161 Kilómetros... Hacía tres años antes del cierre que se habían electrificado los pasos a niveles. Hubiera bastado quizá una módica inversión para reformar la vía y no privar de esta manera de un servicio tan necesario para el desarrollo de la zona, y más que de la zona, del país.
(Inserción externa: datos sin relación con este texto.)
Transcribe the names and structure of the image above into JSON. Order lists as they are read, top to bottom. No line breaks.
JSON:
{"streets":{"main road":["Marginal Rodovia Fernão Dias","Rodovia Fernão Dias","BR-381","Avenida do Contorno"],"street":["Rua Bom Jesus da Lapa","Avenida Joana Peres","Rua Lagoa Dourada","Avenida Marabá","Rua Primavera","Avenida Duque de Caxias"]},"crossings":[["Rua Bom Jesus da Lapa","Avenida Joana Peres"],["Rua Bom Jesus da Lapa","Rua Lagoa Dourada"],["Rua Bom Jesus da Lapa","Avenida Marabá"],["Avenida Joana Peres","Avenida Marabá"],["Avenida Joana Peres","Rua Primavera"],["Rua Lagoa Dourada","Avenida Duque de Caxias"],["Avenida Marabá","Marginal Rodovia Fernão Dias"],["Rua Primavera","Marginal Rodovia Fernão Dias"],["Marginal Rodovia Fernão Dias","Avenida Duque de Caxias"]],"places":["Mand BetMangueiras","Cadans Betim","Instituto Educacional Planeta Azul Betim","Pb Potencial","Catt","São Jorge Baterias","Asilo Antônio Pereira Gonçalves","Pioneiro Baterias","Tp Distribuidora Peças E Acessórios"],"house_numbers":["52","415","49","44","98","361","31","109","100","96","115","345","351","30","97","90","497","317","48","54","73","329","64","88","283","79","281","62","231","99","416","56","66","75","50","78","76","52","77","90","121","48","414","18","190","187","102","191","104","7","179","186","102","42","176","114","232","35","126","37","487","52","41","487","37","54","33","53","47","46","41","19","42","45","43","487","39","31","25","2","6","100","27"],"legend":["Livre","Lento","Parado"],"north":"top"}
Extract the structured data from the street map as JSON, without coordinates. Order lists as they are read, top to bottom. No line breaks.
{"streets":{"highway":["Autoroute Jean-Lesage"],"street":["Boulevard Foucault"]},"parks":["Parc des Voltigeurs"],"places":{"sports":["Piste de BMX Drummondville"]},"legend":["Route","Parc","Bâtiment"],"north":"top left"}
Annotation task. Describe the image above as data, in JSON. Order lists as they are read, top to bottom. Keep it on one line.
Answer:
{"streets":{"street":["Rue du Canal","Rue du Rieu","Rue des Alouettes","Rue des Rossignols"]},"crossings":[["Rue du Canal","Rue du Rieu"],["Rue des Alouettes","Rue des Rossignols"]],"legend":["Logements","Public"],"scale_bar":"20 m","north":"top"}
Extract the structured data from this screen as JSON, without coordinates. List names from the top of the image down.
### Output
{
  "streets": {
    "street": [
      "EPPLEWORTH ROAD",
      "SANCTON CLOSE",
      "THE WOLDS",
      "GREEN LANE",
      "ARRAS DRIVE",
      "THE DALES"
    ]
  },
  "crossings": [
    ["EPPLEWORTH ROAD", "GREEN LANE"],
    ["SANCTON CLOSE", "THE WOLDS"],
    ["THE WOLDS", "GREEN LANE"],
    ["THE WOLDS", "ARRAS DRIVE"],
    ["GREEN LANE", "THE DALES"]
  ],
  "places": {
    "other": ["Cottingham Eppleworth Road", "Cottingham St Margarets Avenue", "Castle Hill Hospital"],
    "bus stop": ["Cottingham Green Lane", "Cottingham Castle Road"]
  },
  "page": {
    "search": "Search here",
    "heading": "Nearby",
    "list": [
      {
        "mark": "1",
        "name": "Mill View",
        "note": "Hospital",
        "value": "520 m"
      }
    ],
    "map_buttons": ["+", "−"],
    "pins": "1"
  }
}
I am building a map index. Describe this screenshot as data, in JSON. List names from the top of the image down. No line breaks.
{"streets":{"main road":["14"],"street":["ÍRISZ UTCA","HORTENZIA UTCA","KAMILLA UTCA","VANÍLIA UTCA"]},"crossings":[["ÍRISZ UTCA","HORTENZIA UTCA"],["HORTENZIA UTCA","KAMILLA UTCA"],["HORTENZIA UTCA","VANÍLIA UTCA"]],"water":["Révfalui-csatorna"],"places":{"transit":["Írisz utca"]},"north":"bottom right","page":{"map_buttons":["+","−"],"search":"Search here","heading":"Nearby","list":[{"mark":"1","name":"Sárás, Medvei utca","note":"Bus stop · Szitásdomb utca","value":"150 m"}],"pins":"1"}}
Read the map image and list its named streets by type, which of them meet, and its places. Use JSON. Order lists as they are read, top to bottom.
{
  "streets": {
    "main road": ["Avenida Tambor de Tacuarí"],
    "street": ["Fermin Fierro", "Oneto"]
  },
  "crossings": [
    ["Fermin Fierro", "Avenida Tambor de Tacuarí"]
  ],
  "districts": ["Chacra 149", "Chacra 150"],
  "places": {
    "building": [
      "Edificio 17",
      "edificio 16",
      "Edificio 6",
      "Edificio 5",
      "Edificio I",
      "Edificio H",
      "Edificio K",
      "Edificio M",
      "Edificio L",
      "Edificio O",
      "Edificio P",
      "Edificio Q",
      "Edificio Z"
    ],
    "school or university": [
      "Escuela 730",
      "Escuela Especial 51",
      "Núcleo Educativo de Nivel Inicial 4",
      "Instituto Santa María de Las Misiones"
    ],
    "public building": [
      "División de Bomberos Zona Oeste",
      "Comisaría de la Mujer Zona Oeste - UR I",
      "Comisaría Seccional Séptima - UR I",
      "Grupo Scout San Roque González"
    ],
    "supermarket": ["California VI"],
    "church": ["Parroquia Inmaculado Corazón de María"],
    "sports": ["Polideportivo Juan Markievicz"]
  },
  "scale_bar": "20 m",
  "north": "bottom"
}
Los que no somos políticos entendemos poco de ciertas decisiones, pero lo cierto es que medidas como la referente ayudaban a la configuración de los Reinos de Taifa en los que pronto se configuró esta maltratada nación a la que llamamos España.
Soy hijo de ferroviario, nieto de ferroviario y biznieto de ferroviario, y, hoy en día, mi hermano perpetúa la tradición de la familia. Si digo esto es para resaltar que mi interés por el ferrocarril es incuestionable. En mis retinas de niño tengo grabada la figura de mi padre como un dios de carbón y fuego subido a la máquina; viajé en vagones cuyos asientos eran de tablas —aquellos tercera de la época— y me peleé muchas veces con mi hermano por coger el asiento de la ventanilla; en los túneles me entró carbonilla en los ojos y tengo el recuerdo de viajes casi épicos que, en realidad, cubrían distancias muy cortas. Viajaba la familia con innumerables bártulos, a los que se les adosaba por necesidad una vieja mimbrera, atada con renegrida correa, lugar donde tomaba plaza Rasputín, nuestro gato. Era otro modo de vida, otro techo a conseguir, otras aspiraciones... El mundo estaba configurado de forma diferente.
El padre del servidor arriba, en la máquina.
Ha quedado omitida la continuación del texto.